EXERCISE DETAILS: Look for the string "nowrap" in the data below, and copy each line that holds it.

Records from a collection
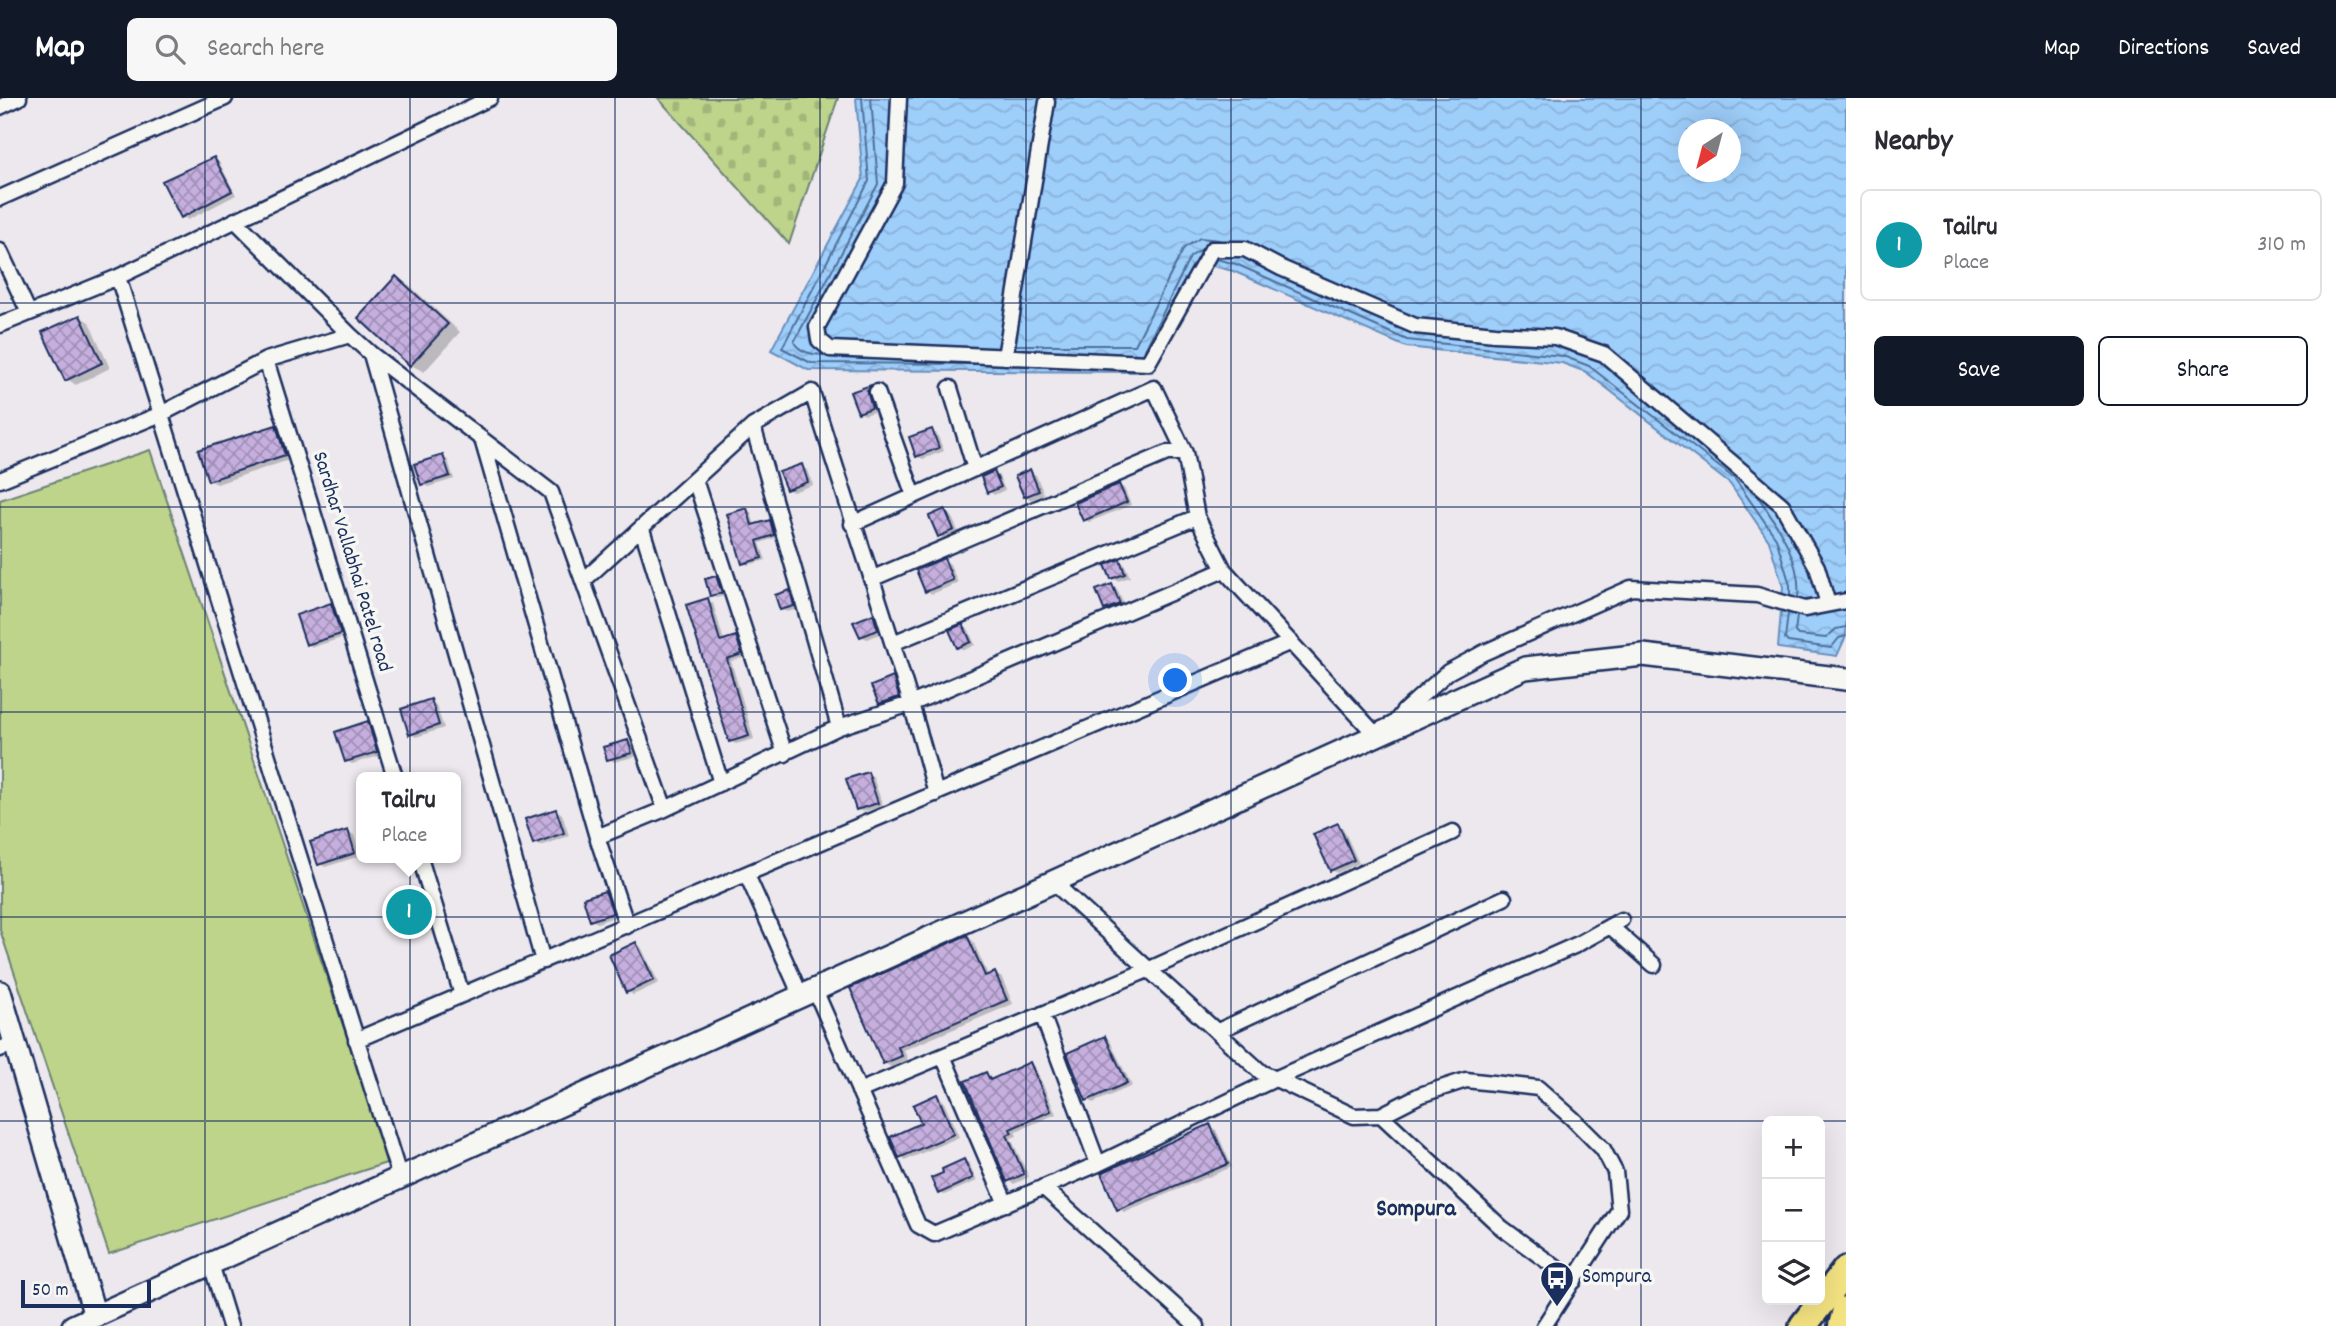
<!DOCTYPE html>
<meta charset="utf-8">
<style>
:root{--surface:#fff;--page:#f7f7f7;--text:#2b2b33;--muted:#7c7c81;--line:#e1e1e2;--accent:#111827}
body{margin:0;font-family:Dekko,sans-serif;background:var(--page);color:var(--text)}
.controls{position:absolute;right:21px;bottom:21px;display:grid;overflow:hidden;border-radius:10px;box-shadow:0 7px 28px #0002}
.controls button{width:63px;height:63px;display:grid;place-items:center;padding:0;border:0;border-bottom:2px solid var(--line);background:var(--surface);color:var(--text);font:35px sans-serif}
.compass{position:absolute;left:1678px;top:21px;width:63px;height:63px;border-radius:50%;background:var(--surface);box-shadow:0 7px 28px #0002;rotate:216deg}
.scale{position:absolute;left:21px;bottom:18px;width:130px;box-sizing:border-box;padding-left:7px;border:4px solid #1b2f5e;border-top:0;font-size:19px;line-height:24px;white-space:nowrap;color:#1b2f5e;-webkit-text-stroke:5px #f6f6f2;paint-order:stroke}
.you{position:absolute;left:1176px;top:583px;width:24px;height:24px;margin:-18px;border:5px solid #fff;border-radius:50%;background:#1a73e8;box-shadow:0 0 0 10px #1a73e833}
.badge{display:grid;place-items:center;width:46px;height:46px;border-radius:50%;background:var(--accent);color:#fff;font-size:23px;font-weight:700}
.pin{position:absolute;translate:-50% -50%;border:4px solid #fff;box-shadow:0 2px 7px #0006}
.popup{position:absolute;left:356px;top:674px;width:105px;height:91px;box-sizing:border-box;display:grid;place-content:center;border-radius:10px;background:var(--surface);filter:drop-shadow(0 2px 5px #0005);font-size:23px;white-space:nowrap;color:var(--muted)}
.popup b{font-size:26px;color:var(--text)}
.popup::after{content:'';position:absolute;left:50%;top:100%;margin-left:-14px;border:14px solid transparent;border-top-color:var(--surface)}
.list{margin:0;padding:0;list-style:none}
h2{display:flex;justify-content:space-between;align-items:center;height:91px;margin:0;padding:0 28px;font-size:30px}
h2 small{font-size:23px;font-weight:400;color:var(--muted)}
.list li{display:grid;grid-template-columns:46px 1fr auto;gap:21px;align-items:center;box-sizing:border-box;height:112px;margin:0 14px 14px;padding:0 14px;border:2px solid var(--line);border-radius:10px}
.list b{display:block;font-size:26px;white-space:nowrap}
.list p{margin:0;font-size:23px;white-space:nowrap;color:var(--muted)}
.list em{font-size:23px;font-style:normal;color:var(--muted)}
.actions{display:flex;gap:14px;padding:21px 28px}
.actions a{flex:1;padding:16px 0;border:2px solid var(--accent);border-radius:10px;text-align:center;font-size:24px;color:var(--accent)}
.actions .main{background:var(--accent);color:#fff}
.icon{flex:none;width:38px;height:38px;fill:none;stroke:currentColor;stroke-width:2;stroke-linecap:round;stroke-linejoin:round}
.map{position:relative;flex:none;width:1846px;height:1228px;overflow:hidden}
header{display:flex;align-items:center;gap:42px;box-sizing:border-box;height:98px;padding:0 35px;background:var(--accent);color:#fff}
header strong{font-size:33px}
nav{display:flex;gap:38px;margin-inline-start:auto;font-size:24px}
.search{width:490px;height:63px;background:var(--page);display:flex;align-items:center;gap:18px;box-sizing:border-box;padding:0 24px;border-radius:10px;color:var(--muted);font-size:26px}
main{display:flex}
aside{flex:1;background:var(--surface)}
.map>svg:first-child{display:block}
.grass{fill:#bdd48a;stroke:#6c8274;stroke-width:2}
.cemetery{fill:url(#cemetery-stones);stroke:#6c8274;stroke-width:2}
.water{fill:url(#water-waves);stroke:#6a8ebc;stroke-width:2;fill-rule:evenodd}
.shadow{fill:#0003}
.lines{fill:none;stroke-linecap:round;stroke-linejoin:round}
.shore{stroke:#4f6f9c;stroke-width:2}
.building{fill:url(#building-cross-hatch);stroke:#1b2f5e;stroke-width:2}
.street-casing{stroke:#1b2f5e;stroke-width:19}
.secondary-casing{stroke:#1b2f5e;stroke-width:26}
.highway-casing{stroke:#1b2f5e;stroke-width:32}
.street{stroke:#f6f6f2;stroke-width:14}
.secondary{stroke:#f6f6f2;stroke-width:21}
.highway{stroke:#f4e382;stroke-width:26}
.grid{fill:none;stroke:#1b2f5e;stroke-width:2;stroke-opacity:0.55}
.labels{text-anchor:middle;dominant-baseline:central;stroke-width:7;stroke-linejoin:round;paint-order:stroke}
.street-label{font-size:21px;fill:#1b2f5e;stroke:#f6f6f2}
.poi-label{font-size:21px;fill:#1b2f5e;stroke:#f6f6f2;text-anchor:start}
.quarter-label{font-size:24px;font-weight:bold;fill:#1b2f5e;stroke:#f6f6f2}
</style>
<header>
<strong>Map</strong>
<div class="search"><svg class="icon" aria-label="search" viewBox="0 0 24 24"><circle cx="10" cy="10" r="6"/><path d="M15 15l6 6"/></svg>Search here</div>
<nav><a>Map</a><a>Directions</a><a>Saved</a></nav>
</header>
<main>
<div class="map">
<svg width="1846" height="1228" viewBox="0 0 1846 1228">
<defs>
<pattern id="cemetery-stones" width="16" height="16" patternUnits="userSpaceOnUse" patternTransform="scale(1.75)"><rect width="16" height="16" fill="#bdd48a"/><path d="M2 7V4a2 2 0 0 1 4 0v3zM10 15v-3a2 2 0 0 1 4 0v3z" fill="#a2b67a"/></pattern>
<pattern id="water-waves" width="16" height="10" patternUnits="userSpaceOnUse" patternTransform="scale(1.75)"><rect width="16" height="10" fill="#9ecefa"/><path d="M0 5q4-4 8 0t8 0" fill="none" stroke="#88b1d9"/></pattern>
<pattern id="building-cross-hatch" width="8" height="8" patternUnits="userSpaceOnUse" patternTransform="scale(1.75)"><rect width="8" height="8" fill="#c6afde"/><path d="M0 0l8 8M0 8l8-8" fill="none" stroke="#a08fb7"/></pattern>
</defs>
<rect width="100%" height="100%" fill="#ece8ee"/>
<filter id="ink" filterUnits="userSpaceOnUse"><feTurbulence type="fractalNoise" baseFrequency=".0143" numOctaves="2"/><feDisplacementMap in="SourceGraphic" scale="14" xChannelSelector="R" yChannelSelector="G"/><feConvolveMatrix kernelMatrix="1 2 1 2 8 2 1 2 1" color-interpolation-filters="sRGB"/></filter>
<g filter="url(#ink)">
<path class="grass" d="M 150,352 L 389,1064 L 109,1156 L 0,832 L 0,402 Z"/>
<path class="cemetery" d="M 658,0 L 838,0 L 789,146 Z"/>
<path class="water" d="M 856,0 L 1846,0 L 1846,538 L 1837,558 L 1778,550 L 1783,489 L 1769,443 L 1730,386 L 1586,274 L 1562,265 L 1406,249 L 1233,173 L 1205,166 L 1152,274 L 808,272 L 771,252 L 863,81 ZM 1688,32 L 1730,32 L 1730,74 L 1688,74 Z"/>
<path class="shadow" d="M 214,61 L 219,64 L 236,97 L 188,122 L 182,118 Z
M 397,180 L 409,187 L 460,234 L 424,274 L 411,267 Z
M 80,219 L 89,224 L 110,270 L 76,287 L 67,281 Z
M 871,289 L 875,291 L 877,313 L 865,317 L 859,314 L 852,295 Z
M 276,329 L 283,333 L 292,361 L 217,386 L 209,382 Z
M 932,333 L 937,336 L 944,353 L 923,361 L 917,358 Z
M 442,359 L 448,362 L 454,381 L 428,389 L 422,386 Z
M 801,368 L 807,372 L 813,387 L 793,394 L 787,391 Z
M 1030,373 L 1036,377 L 1044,396 L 1031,402 L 1026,398 Z
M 994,375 L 999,378 L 1005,392 L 994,397 L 989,393 Z
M 1119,388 L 1124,390 L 1131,407 L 1089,424 L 1084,421 Z
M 747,412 L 751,414 L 755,428 L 770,424 L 774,427 L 778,439 L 760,445 L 766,462 L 748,467 L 743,464 Z
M 945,413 L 951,417 L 959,435 L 945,441 L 939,438 Z
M 944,462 L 950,466 L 958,485 L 932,496 L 926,492 Z
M 1120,463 L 1125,467 L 1130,479 L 1118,483 L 1112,480 Z
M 716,480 L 722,483 L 727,497 L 717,500 L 711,497 Z
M 1112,488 L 1117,491 L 1125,509 L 1111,514 L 1106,511 Z
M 790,494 L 795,498 L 799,511 L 787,514 L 781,511 Z
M 707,502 L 713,505 L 724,543 L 736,540 L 741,543 L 747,559 L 731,563 L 754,641 L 736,646 L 730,643 Z
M 331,507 L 337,510 L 345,539 L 313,549 L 307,546 Z
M 873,518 L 878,521 L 883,535 L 867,541 L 861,538 Z
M 963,528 L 969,532 L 975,547 L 964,552 L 958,549 Z
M 893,581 L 898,584 L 904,602 L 886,608 L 880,605 Z
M 430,603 L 436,607 L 444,630 L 416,639 L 411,636 Z
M 367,625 L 373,628 L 382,657 L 352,666 L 347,663 Z
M 628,644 L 634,647 L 637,658 L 614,664 L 609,660 Z
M 868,676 L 873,679 L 883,708 L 863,714 L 857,711 Z
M 556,712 L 562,716 L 569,738 L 540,748 L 534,744 Z
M 1338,727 L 1343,730 L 1359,765 L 1337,775 L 1331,772 Z
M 348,734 L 354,737 L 360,758 L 325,769 L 319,765 Z
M 605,795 L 610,798 L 617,818 L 597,825 L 592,821 Z
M 420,797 L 426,800 L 434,825 L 402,836 L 396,833 Z
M 967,839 L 973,843 L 989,879 L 995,876 L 1002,880 L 1013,906 L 904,952 L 908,962 L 891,969 L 884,965 Z
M 636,846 L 641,849 L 659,885 L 633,897 L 628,894 Z
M 1104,940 L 1110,943 L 1132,988 L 1093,1005 L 1088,1001 Z
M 1030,966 L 1035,969 L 1056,1016 L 1015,1034 L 1017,1038 L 1011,1040 L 1029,1079 L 1014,1086 L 1008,1082 L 985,976 L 993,983 Z
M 937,998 L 943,1002 L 959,1039 L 906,1062 L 901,1059 L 923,1026 Z
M 1210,1028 L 1216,1032 L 1232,1069 L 1124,1114 L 1119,1111 Z
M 964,1063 L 969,1065 L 977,1083 L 944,1097 L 939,1095 Z"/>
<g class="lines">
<path class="shore" d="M 862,0 L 869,83 L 782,250 L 811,265 L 978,266
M 1216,161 L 1236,166 L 1407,242 L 1563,258 L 1589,268 L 1735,381 L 1776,440 L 1790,487 L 1790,497
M 1016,247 L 1135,247 L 1184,150 L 1200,140 L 1219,142
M 1145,252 L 1190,159 L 1202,151
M 823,257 C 813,257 799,254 794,244 L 878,86 L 871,0
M 1757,397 C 1777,427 1802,462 1798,500
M 1788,515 L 1785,541 L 1788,544 L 1831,550 L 1839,540 L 1846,538
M 1797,518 L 1795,534 L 1798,537 L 1826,540 L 1836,531 L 1846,529"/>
</g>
<path class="building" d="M 214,59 L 232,93 L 181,120 L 162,83 Z
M 396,178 L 448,226 L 410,268 L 358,220 Z
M 80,217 L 102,265 L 65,283 L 42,234 Z
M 871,287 L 867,293 L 872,310 L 858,315 L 850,294 Z
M 276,327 L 285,357 L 208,383 L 198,352 Z
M 932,331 L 939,350 L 916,359 L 909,339 Z
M 443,357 L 450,378 L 421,387 L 414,366 Z
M 802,366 L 808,384 L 786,392 L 779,374 Z
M 1030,371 L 1039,393 L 1024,399 L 1015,378 Z
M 994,373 L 1001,389 L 987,395 L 981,379 Z
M 1119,386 L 1127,404 L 1083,423 L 1075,405 Z
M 747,410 L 752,427 L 770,422 L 774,437 L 757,443 L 762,460 L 742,466 L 727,416 Z
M 945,411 L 954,432 L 938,439 L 929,418 Z
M 944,460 L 953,482 L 925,494 L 916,472 Z
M 1120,461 L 1125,476 L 1111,481 L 1105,467 Z
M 716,478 L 722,495 L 710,498 L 705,481 Z
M 1112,486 L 1120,506 L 1104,512 L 1096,492 Z
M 790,492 L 794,508 L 780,512 L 775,497 Z
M 708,500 L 720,543 L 736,538 L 742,556 L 727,561 L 749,638 L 729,644 L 686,507 Z
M 331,505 L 341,536 L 306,547 L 296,517 Z
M 873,516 L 878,532 L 860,539 L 853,524 Z
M 963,526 L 971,544 L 957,550 L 949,532 Z
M 893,579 L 899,599 L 879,606 L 871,588 Z
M 431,601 L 439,627 L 409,637 L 401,611 Z
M 368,623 L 377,654 L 345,664 L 335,634 Z
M 628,642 L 632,655 L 607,662 L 603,649 Z
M 868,674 L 878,705 L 856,712 L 846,681 Z
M 556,711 L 564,735 L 533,746 L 525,721 Z
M 1338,725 L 1354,762 L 1330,773 L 1313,736 Z
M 348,732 L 355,755 L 318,767 L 310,744 Z
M 605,793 L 613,815 L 590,823 L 583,800 Z
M 421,795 L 429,822 L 395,834 L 385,808 Z
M 967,837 L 985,878 L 995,874 L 1007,902 L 898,949 L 902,958 L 883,966 L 850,890 Z
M 636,844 L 654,882 L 626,895 L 609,857 Z
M 1105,938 L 1127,985 L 1086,1003 L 1067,955 Z
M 1030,964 L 1051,1013 L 1010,1031 L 1012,1035 L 1007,1037 L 1024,1076 L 1007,1084 L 965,983 L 986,974 L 990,982 Z
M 937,996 L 954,1036 L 899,1060 L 890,1039 L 921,1025 L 913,1007 Z
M 1210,1026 L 1228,1066 L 1117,1112 L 1101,1075 Z
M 964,1061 L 973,1080 L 938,1096 L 931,1080 L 943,1075 L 942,1071 Z"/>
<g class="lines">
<g class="street-casing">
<path id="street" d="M 899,0 L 895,85 L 817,229 L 819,242 L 830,251 L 1148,265 L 1212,151 L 1245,151 L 1281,170 L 1415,228 L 1495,236 L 1555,239 L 1604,256 L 1782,407 L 1817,469 L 1828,506
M 0,9 L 19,0
M 0,100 L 225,0
M 0,153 L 29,215
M 118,179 L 490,0
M 0,227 L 118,179 L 400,1080
M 350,237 L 371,256 L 551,394 L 665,711
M 371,256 L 543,863
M 1005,259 L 1047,4
M 266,262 L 395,679
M 950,290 L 975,371
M 877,294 L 914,398
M 482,341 L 597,739 L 627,828
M 0,382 L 161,316 L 266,262 L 350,237 L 235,122
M 695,382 L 785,656
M 852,426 L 1154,290 L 1185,355 L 1197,419 L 1224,472 L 1377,638
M 642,431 L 721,685
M 871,481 L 1167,355 L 1185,355
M 583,483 L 753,328 L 812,294 C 853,428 901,560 936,696
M 893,545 L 1197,419
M 1393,627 L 1404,613 L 1448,574 L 1483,555 L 1631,490 L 1757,497 L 1805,511 L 1846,503
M 839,629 L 913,605 L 1224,472
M 597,739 L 665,711 L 839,629 L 753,328
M 420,760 L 462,897
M 747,777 L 801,898
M 1053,784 L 1261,974 L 1354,1018 L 1381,1017 L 1420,997 L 1466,982 L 1538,990 L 1572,1020 L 1603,1051 L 1615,1074 L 1619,1112 L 1544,1228
M 1610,828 L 1654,867
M 815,892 L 918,1127 L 934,1136 L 1098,1066 L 1042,916
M 1218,933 L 1504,800
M 356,942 L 1291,544
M 0,951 L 15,945
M 943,958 L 1006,1106
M 859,993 L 1150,871 L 1453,734
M 1381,1017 L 1502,1130 L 1574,1183
M 1098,1066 L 1277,980 L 1576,847 L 1621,822
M 1043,1089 L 1197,1228
M 211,1166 L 230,1228"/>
</g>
<g class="secondary-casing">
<path id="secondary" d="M 0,894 L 95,1218
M 73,1228 L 1525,570 L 1643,557 L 1846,581"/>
</g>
<g class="highway-casing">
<path id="highway" d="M 1803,1228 L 1846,1172
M 1842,1228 L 1846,1212"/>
</g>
<use href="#street" class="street"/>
<use href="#secondary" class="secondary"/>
<use href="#highway" class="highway"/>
</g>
</g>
<path class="grid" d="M 205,0 L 205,1228M 410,0 L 410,1228M 615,0 L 615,1228M 820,0 L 820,1228M 1026,0 L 1026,1228M 1231,0 L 1231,1228M 1436,0 L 1436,1228M 1641,0 L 1641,1228M 0,205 L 1846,205M 0,409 L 1846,409M 0,614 L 1846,614M 0,819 L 1846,819M 0,1023 L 1767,1023M 1820,1023 L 1846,1023"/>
<defs>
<g id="bus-pin" transform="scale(1.75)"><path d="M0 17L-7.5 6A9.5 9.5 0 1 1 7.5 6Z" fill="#1b2f5e" stroke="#f6f6f2"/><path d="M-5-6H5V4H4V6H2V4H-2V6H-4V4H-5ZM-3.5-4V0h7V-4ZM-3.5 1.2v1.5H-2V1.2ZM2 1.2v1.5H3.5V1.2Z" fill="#fff"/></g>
</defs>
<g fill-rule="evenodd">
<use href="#bus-pin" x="1557" y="1180"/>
</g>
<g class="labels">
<g class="street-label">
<text transform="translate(351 464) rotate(73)">Sardhar Vallabhai Patel road</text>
</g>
<g class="poi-label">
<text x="1582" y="1180">Sompura</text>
</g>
<g class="quarter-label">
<text x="1416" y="1112">Sompura</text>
</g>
</g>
</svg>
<div class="controls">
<button>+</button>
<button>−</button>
<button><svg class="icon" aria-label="layers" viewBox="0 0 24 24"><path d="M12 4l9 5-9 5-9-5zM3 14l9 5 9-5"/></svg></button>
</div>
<svg class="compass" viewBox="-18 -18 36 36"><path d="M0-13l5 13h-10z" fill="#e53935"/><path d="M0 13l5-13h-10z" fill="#7c7c81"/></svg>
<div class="scale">50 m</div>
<div class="you"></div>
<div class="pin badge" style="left:409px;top:814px;background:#0f9aa8">1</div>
<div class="popup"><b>Tailru</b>Place</div>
</div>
<aside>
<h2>Nearby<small></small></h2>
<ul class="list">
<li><span class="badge" style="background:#0f9aa8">1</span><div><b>Tailru</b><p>Place</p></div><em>310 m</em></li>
</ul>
<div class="actions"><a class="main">Save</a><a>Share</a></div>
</aside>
</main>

TASK RESPONSE:
.scale{position:absolute;left:21px;bottom:18px;width:130px;box-sizing:border-box;padding-left:7px;border:4px solid #1b2f5e;border-top:0;font-size:19px;line-height:24px;white-space:nowrap;color:#1b2f5e;-webkit-text-stroke:5px #f6f6f2;paint-order:stroke}
.popup{position:absolute;left:356px;top:674px;width:105px;height:91px;box-sizing:border-box;display:grid;place-content:center;border-radius:10px;background:var(--surface);filter:drop-shadow(0 2px 5px #0005);font-size:23px;white-space:nowrap;color:var(--muted)}
.list b{display:block;font-size:26px;white-space:nowrap}
.list p{margin:0;font-size:23px;white-space:nowrap;color:var(--muted)}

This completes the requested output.